Executive Director
Chris Newlin, MS LPC, has been the Executive Director of the National Children's Advocacy Center since July 2005. He is responsible for providing leadership and management of NCAC and participating in national and international leadership activities regarding the protection of children. The NCAC was the first Child Advocacy Center in the United States, and continues to provide both prevention and intervention services for child abuse in Huntsville/Madison County. NCAC also houses the NCAC National Training Center, the Southern Regional CAC, and the Child Abuse Library Online (CALiO). In these capacities, Chris oversees a staff of 53 professionals and a yearly budget of 5 million dollars. Chris is a Board Member of the Alabama Network of Children's Advocacy Centers, an ex-officio Board Member for the National Children's Alliance, member of the International Society for the Prevention of Child Abuse and Neglect (ISPCAN), and a Clinical Member of the Association for the Treatment of Sexual Abusers (ATSA). He is also the former Training Faculty Coordinator for Finding Words Georgia and a training faculty member of the National Children's Advocacy Center's Forensic Interviewing Training Program. Chris has presented at numerous local, regional, national and international conferences; and recent areas of interest are the international development of the Child Advocacy Center model, implementation of evidence-based practices within the CAC model, and the dissemination and utilization of child maltreatment research to improve frontline practice. Chris graduated from Hendrix College, the University of Central Arkansas, and the Harvard Business School Executive Education Program.

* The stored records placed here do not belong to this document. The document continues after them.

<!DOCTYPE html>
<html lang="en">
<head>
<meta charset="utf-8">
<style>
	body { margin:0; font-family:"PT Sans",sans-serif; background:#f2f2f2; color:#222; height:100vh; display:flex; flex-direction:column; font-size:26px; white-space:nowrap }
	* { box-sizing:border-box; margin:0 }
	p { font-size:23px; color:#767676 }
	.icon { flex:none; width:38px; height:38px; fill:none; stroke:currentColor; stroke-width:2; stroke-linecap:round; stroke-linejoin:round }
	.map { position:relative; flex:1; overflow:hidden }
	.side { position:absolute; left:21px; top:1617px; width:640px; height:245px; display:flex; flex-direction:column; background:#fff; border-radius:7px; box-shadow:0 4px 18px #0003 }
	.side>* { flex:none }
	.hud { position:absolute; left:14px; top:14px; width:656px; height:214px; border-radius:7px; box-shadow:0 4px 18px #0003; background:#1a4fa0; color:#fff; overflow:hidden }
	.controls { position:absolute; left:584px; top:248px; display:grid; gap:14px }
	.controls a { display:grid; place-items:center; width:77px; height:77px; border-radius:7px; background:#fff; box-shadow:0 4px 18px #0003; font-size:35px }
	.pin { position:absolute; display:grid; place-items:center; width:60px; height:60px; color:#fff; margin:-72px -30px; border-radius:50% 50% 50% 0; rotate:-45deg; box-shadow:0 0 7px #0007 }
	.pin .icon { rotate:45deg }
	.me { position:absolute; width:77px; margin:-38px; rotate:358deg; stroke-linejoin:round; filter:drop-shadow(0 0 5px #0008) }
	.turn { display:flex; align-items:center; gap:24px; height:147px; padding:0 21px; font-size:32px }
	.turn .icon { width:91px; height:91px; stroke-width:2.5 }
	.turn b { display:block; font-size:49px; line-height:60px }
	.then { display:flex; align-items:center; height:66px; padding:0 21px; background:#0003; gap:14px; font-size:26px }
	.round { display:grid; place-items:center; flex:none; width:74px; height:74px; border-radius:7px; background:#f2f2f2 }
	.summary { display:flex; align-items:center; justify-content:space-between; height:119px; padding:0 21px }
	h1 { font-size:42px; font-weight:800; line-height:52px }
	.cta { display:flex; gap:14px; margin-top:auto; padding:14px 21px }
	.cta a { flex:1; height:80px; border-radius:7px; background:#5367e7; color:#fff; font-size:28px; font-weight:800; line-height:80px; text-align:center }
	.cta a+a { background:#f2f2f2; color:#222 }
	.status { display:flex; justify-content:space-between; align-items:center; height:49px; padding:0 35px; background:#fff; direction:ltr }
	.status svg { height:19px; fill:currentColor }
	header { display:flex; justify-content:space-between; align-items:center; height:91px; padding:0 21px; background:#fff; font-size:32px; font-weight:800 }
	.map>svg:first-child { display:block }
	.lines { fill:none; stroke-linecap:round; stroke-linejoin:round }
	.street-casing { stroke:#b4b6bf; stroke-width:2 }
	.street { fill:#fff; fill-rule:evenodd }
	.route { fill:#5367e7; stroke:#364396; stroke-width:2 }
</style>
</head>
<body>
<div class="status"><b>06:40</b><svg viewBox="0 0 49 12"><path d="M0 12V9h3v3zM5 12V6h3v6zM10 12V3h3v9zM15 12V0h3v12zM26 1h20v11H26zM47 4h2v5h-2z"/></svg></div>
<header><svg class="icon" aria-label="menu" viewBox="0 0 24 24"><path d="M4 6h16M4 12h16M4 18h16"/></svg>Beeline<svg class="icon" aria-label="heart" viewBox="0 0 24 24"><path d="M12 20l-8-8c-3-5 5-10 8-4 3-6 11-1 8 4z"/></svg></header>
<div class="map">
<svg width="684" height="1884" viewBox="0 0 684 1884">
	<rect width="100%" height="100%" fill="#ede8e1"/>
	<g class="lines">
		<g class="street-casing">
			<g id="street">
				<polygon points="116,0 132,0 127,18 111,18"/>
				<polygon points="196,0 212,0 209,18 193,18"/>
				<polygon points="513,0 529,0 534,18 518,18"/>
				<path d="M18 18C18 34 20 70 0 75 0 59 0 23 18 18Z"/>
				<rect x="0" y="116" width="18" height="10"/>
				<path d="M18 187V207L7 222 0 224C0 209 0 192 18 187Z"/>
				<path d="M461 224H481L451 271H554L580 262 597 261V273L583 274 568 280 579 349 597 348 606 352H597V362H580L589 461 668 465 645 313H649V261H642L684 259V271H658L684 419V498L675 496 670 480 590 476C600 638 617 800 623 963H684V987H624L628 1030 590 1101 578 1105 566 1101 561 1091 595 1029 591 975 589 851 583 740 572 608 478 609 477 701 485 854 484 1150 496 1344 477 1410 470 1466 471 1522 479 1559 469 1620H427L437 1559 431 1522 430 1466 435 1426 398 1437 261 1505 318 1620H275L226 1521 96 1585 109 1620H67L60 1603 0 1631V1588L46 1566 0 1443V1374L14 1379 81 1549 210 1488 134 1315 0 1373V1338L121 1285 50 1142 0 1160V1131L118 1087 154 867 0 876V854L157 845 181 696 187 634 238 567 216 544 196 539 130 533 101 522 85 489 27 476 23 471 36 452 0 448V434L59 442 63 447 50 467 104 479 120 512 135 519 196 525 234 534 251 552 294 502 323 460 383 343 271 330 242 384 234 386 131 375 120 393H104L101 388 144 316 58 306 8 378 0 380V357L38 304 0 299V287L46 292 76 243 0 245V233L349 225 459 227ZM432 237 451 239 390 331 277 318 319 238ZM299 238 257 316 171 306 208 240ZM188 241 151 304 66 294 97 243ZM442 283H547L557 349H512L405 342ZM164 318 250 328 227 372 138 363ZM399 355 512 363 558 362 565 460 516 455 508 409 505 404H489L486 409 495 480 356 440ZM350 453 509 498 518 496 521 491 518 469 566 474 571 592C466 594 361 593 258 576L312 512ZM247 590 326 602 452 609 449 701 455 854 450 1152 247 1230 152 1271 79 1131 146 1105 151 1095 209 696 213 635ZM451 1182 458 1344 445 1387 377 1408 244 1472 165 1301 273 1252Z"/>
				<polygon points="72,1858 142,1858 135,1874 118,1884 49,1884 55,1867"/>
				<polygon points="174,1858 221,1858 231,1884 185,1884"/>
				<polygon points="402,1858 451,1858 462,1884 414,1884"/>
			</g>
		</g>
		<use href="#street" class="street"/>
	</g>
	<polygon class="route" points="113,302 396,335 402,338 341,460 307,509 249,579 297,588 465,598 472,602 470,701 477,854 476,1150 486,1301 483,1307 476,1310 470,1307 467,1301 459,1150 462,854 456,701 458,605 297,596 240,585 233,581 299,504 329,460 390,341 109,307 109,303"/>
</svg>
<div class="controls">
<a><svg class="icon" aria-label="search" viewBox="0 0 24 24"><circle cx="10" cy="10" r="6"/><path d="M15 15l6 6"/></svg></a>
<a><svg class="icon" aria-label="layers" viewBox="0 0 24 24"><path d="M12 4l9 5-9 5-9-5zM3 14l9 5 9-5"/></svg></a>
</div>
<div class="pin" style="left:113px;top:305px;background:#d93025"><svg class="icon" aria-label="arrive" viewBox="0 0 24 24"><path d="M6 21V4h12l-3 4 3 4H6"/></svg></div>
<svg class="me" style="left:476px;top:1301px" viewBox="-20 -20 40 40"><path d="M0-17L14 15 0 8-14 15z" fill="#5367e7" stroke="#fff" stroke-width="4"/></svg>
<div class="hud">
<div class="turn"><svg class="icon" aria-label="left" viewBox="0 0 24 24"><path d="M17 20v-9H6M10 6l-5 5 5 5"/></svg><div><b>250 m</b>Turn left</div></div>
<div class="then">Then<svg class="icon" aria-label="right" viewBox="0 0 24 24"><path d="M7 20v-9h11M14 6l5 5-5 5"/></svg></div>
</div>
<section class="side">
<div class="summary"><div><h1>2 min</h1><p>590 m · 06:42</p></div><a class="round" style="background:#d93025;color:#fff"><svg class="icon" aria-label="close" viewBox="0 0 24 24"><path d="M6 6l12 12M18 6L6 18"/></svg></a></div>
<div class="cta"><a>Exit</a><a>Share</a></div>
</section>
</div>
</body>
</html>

Prior to coming to the NCAC, Chris was the Executive/Clinical Director of Harbor House, the Northwest Georgia Child Advocacy Center in Rome, GA, from 1999-2005. During his tenure at Harbor House, the agency increased its service area to encompass seven counties in Northwest Georgia with a population of 420,000; created a satellite office, the Paulding Child Advocacy Center, in Dallas; and was cited by the NCA for developing innovative technology for use at the CAC and in multidisciplinary team meetings. In addition to his Executive Director duties, he conducted forensic interviews with children from multiple judicial circuits, led the multidisciplinary teams in two judicial circuits was a former board member of the Georgia Association for the Treatment of Sexual Abusers, and former President of the Children's Advocacy Centers of Georgia.